9. Les plates-formes de la gig economy (ou économie des petits boulots) et le commerce électronique sont un vivier sans précédent de possibilités économiques pour les femmes musulmanes. Partout dans le monde musulman, des femmes entrepreneurs bien au fait de la technologie exploitent les possibilités offertes par le numérique dans des domaines où elles ont un avantage comparatif dans la compréhension du marché. Raye7, en Égypte, est un service de covoiturage conçu par l’entrepreneur Samira Negm, qui résout à la fois les problèmes d’embouteillages et de sécurité des transports. La start-up pakistanaise doctHERS utilise les consultations numériques pour relier les communautés rurales éloignées à des femmes au foyer, qui se trouvent être aussi des médecins qualifiés. Hijup, en Indonésie, prétend être le plus grand détaillant en ligne de « mode modeste », s’adressant à des femmes pratiquantes et ferventes de mode avec des revenus disponibles. Toutes ces entreprises ont adopté de nouvelles perspectives féminines sur des problèmes familiers.
D’autres plates-formes de la gig economy s’emparent du « marché des femmes ». Ladyjek, en Indonésie, propose des promenades à moto réservées aux femmes dans des villes surpeuplées. Mumm Foods en Égypte met en relation des cuisinières qualifiées avec des milliers de personnes en quête de repas sains, préparés à la maison et livrés à leur bureau. Careem en Arabie saoudite forme une multitude de nouvelles conductrices, en prévision de la possibilité pour les femmes de conduire en toute légalité d’ici l’été 2018. La gig economy représente un nouveau chemin vers des moyens de subsistance plus flexibles et plus sûrs pour les femmes dans les marchés émergents du monde musulman, souvent pour la première fois, et très différemment de l’Occident, où elle est souvent synonyme de travail précaire.

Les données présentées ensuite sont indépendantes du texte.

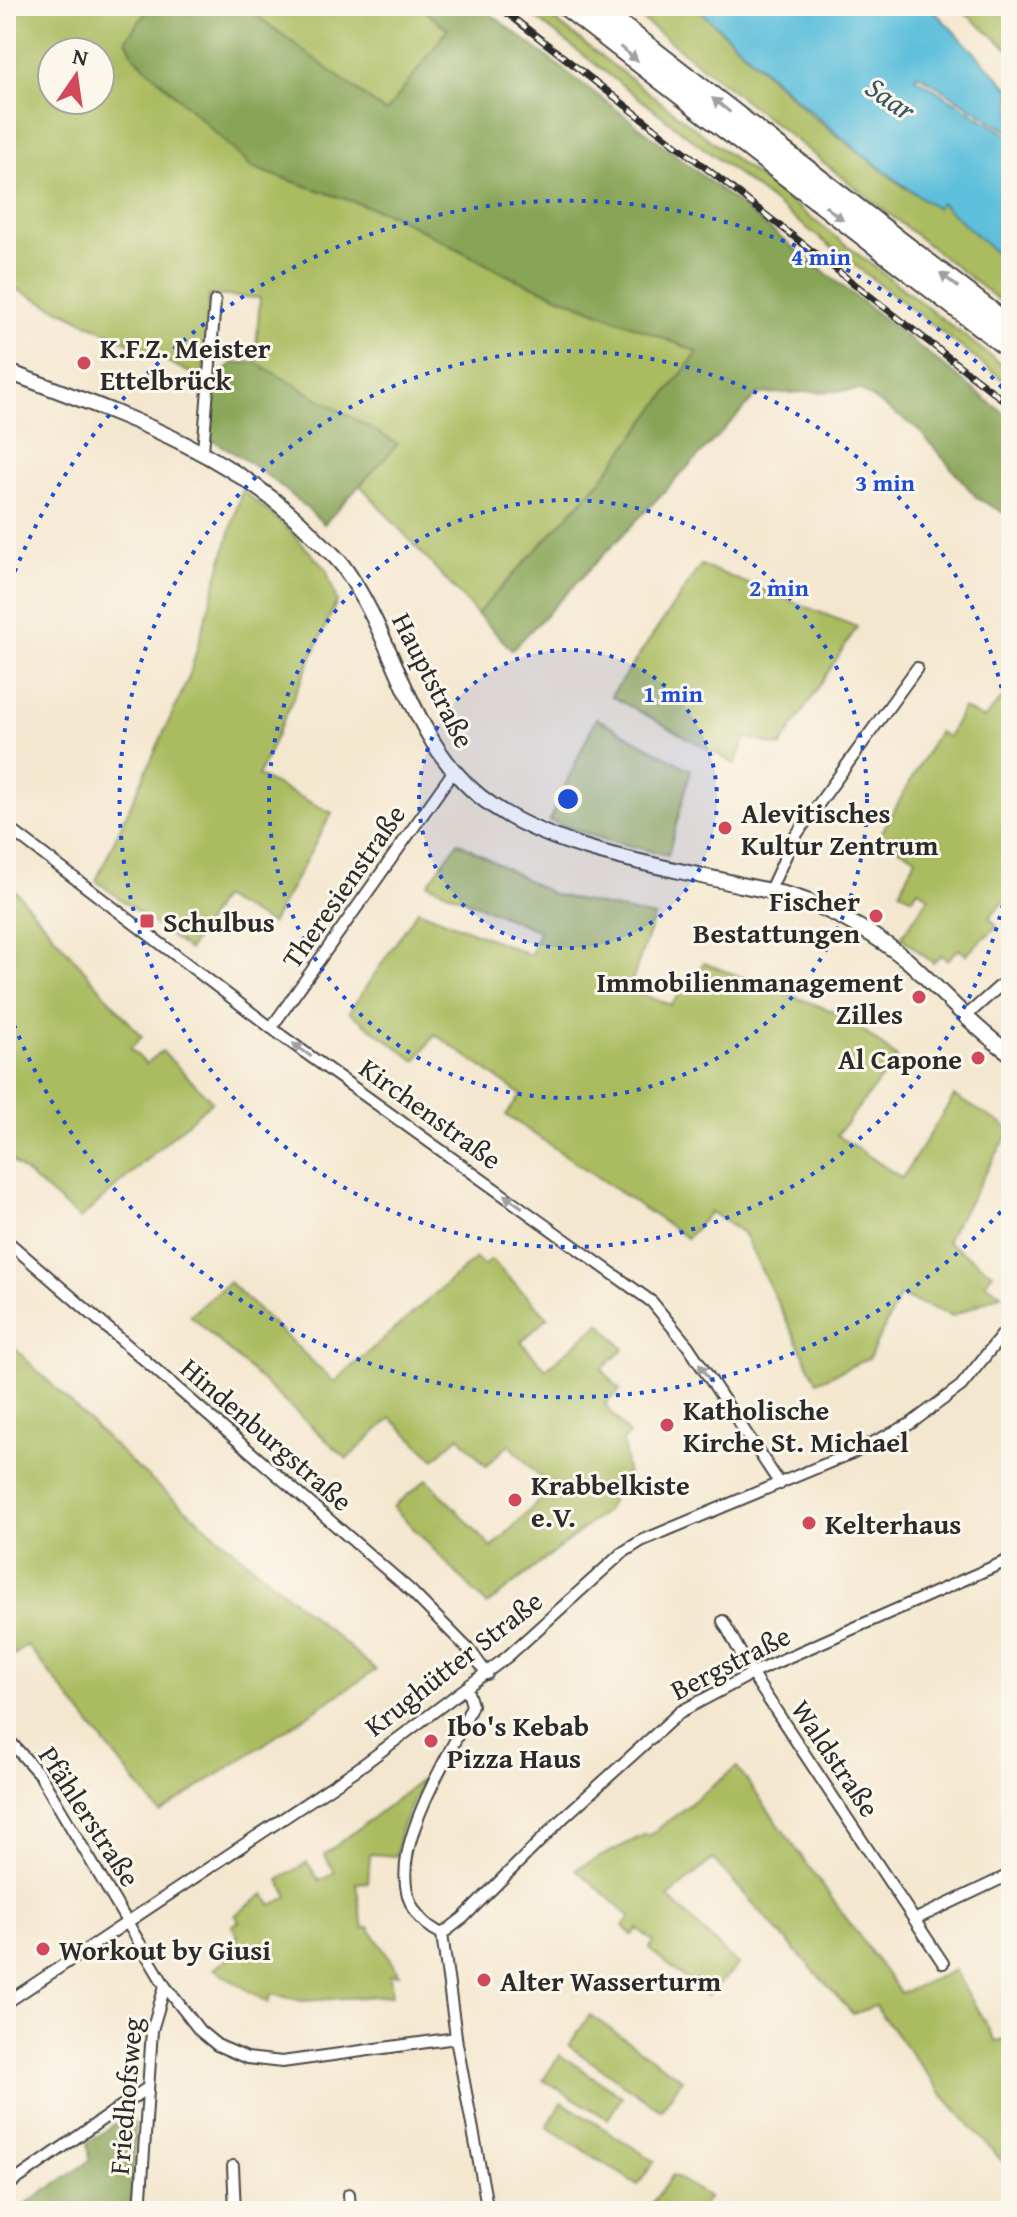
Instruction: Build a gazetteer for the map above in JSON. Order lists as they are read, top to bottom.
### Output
{
  "streets": {
    "main road": ["Hauptstraße"],
    "street": [
      "Theresienstraße",
      "Kirchenstraße",
      "Hindenburgstraße",
      "Bergstraße",
      "Krughütter Straße",
      "Waldstraße",
      "Pfählerstraße",
      "Friedhofsweg"
    ]
  },
  "crossings": [
    ["Hauptstraße", "Theresienstraße"],
    ["Theresienstraße", "Kirchenstraße"],
    ["Kirchenstraße", "Krughütter Straße"],
    ["Hindenburgstraße", "Krughütter Straße"],
    ["Bergstraße", "Waldstraße"],
    ["Krughütter Straße", "Pfählerstraße"],
    ["Pfählerstraße", "Friedhofsweg"]
  ],
  "one_way": ["Kirchenstraße"],
  "water": ["Saar"],
  "places": {
    "other": [
      "K.F.Z. Meister Ettelbrück",
      "Alevitisches Kultur Zentrum",
      "Fischer Bestattungen",
      "Immobilienmanagement Zilles",
      "Al Capone",
      "Katholische Kirche St. Michael",
      "Krabbelkiste e.V.",
      "Kelterhaus",
      "Ibo's Kebab Pizza Haus",
      "Workout by Giusi",
      "Alter Wasserturm"
    ],
    "transit": ["Schulbus"]
  },
  "north": "top",
  "rings": [
    "4 min",
    "3 min",
    "2 min",
    "1 min"
  ]
}
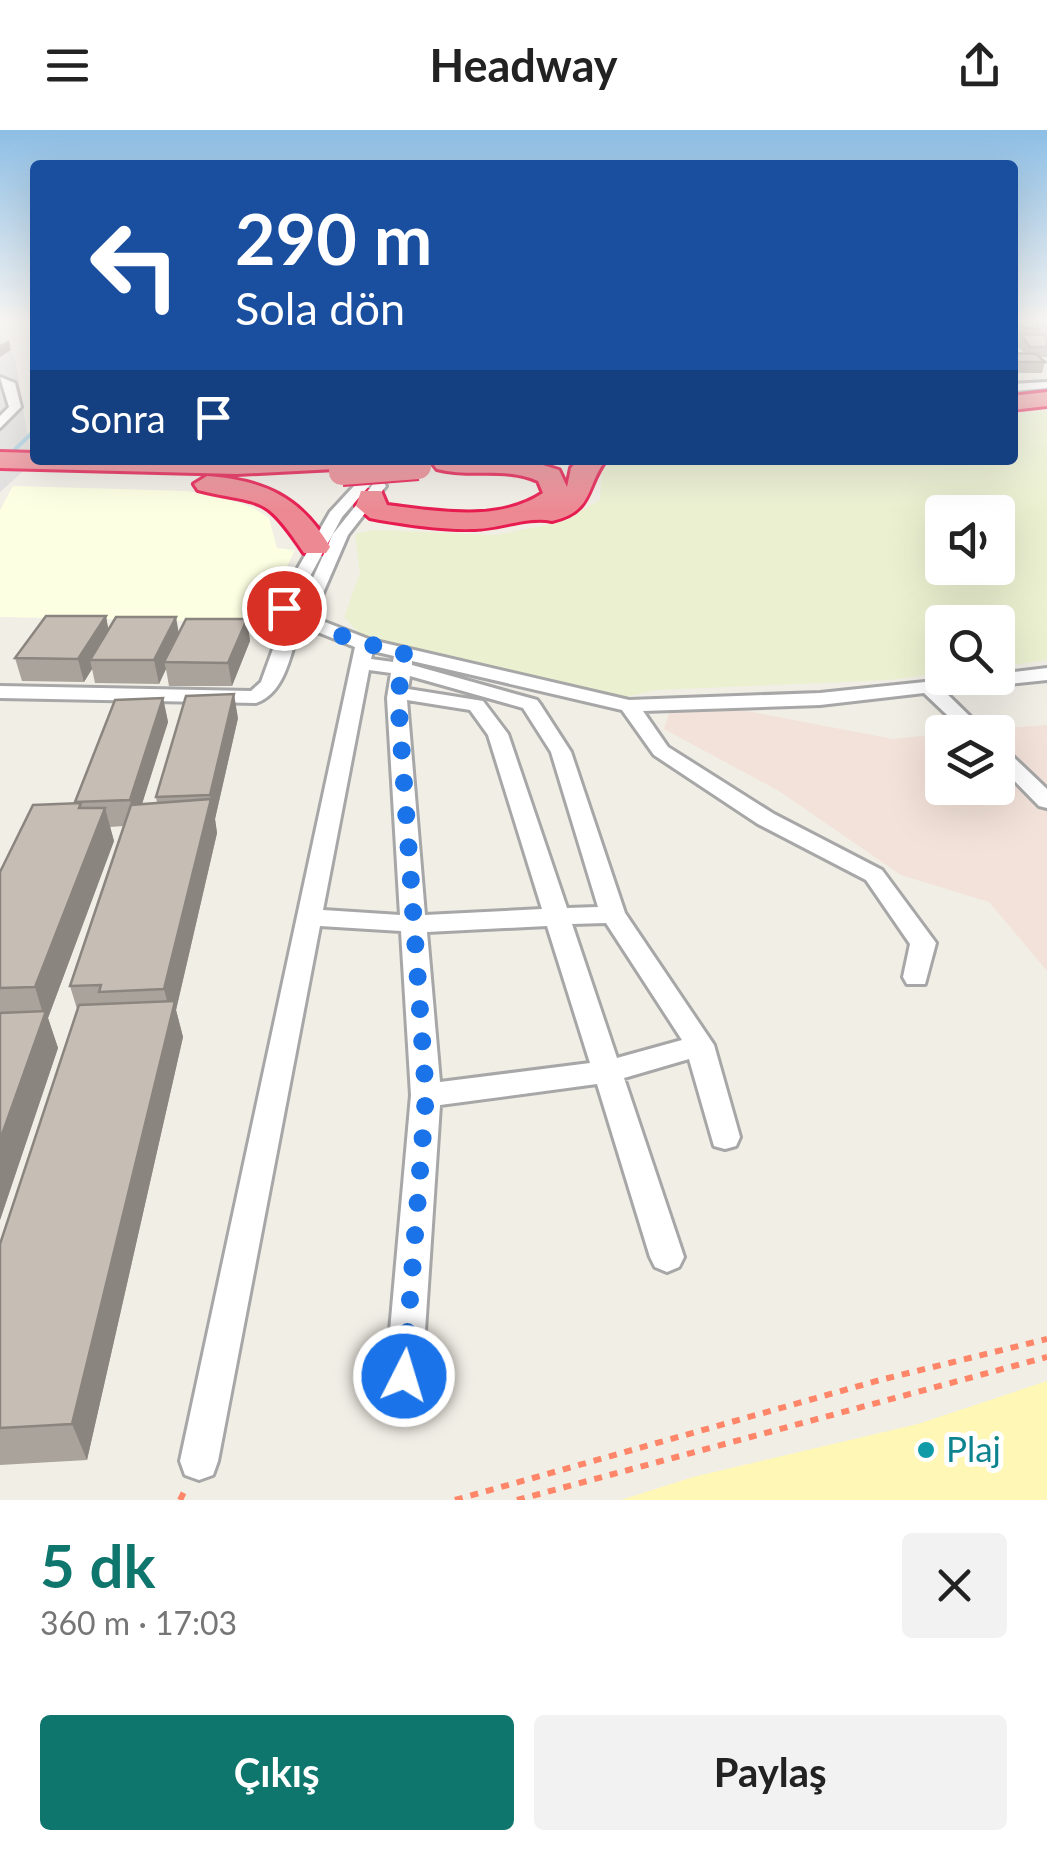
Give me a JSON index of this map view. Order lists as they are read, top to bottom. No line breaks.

10. Les conséquences de cette tendance dépassent largement les frontières du monde musulman. Au fur et à mesure que le nombre de femmes actives musulmanes augmente, les conséquences de cet essor dépassent largement les frontières des marchés locaux. Une personne sur dix sur la planète est une femme musulmane : soit 800 millions au total. C’est plus que les populations combinées des États-Unis, de la Russie et du Brésil. En fait, il y a déjà plus de femmes qui travaillent dans le monde musulman qu’aux États-Unis ou dans l’UE. Leur fortune économique déterminera la prospérité et la stabilité de leur propre pays et, par conséquent, de l’économie mondiale.